Laurent Gagnebin: «Les discours lénifiants sur la mort sous-estiment complètement la valeur de la vie et la violence de la mort»

Dans «J’ai peur de la mort», le théologien et pasteur Laurent Gagnebin critique les paroles réconfortantes d’un certain discours chrétien qui entoure la vieillesse et la mort
Ce petit ouvrage, d’une quarantaine de pages publié en mai 2016, exprime un amour profond de la vie terrestre et une foi dont le doute fait partie intégrante. Rencontre.

C’est étonnant pour un pasteur d’écrire un ouvrage sur la peur de la mort, pourquoi ce livre?

Le premier but est de vouloir déculpabiliser celles et ceux qui ont honte, parce qu’ils sont chrétiens, de dire qu’ils ont peur de la mort. Je l’ai essentiellement écrit pour le lecteur qui pense qu’il n’a pas le droit, qu’il n’est pas vraiment chrétien, qu’il n’est pas un bon disciple de Jésus parce qu’il craint de mourir. Vous pouvez être un croyant tout en ayant cette peur. Je pense que c’est la pointe de ce texte. Si ce n’était simplement que pour exprimer mes propres peurs, cela n’aurait aucun intérêt.

Mais pourquoi en tant que croyant, est-ce si difficile d’avouer avoir peur de la mort?

Ce n’est pas pour moi que c’est difficile, c’est par rapport aux personnes auxquelles je m’adresse. En général, la plupart des gens pensent qu’un croyant, un chrétien entre autres, croit en quelque chose après la mort et que pour cette raison il n’en a pas peur. On confond très souvent la foi avec «il croit en la vie éternelle», donc la mort ne lui fait pas peur.

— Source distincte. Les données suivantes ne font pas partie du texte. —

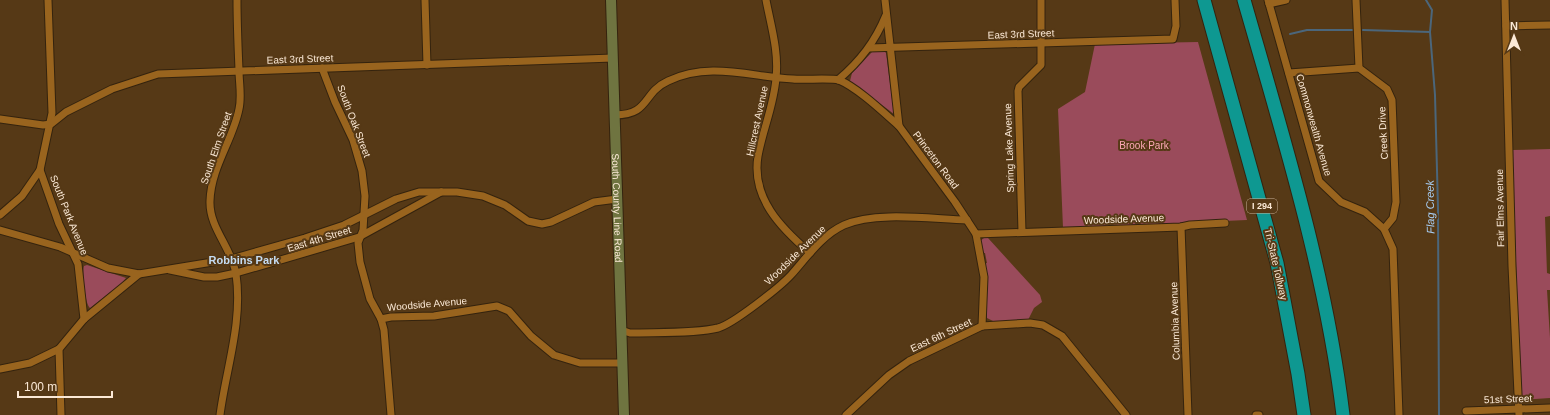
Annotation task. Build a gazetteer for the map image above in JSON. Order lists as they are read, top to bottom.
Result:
{
  "streets": {
    "highway": ["I 294", "Tri-State Tollway"],
    "main road": ["South County Line Road"],
    "street": [
      "East 3rd Street",
      "South Oak Street",
      "Hillcrest Avenue",
      "Commonwealth Avenue",
      "Creek Drive",
      "South Elm Street",
      "Spring Lake Avenue",
      "Princeton Road",
      "Fair Elms Avenue",
      "South Park Avenue",
      "Woodside Avenue",
      "East 4th Street",
      "Columbia Avenue",
      "East 6th Street",
      "51st Street"
    ]
  },
  "crossings": [
    ["East 3rd Street", "South Oak Street"],
    ["East 3rd Street", "South Elm Street"],
    ["East 3rd Street", "Spring Lake Avenue"],
    ["East 3rd Street", "South County Line Road"],
    ["East 3rd Street", "South Park Avenue"],
    ["South Oak Street", "Woodside Avenue"],
    ["South Oak Street", "East 4th Street"],
    ["Hillcrest Avenue", "Woodside Avenue"],
    ["Commonwealth Avenue", "Creek Drive"],
    ["South Elm Street", "East 4th Street"],
    ["Spring Lake Avenue", "Woodside Avenue"],
    ["Princeton Road", "Woodside Avenue"],
    ["Princeton Road", "East 6th Street"],
    ["South County Line Road", "Woodside Avenue"],
    ["South County Line Road", "East 4th Street"],
    ["Fair Elms Avenue", "51st Street"],
    ["South Park Avenue", "East 4th Street"],
    ["Woodside Avenue", "Columbia Avenue"]
  ],
  "districts": ["Robbins Park"],
  "water": ["Flag Creek"],
  "parks": ["Brook Park"],
  "scale_bar": "100 m",
  "north": "top"
}
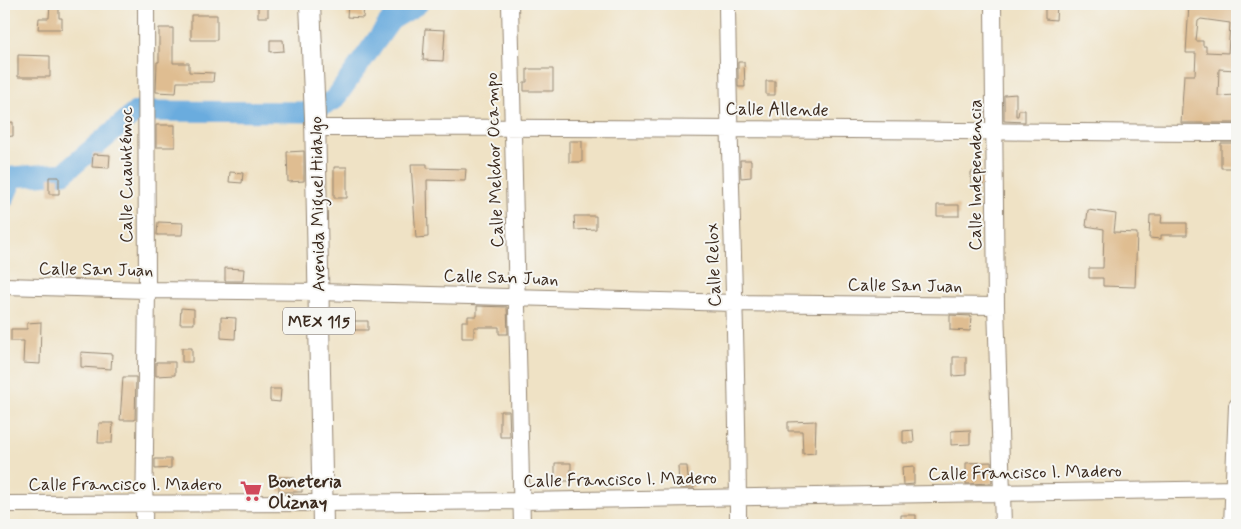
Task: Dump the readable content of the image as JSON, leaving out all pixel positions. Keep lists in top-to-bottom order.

Et cela va même plus loin du côté des incroyants, des athées et des sceptiques qui imaginent que celui qui croit ne le fait que pour compenser sa peur de la mort, telle une forme d’aliénation religieuse.

Pour moi, la foi va bien au-delà, il s’agit de vivre un christianisme pratique et social sur cette Terre, dans notre vie et dans le présent.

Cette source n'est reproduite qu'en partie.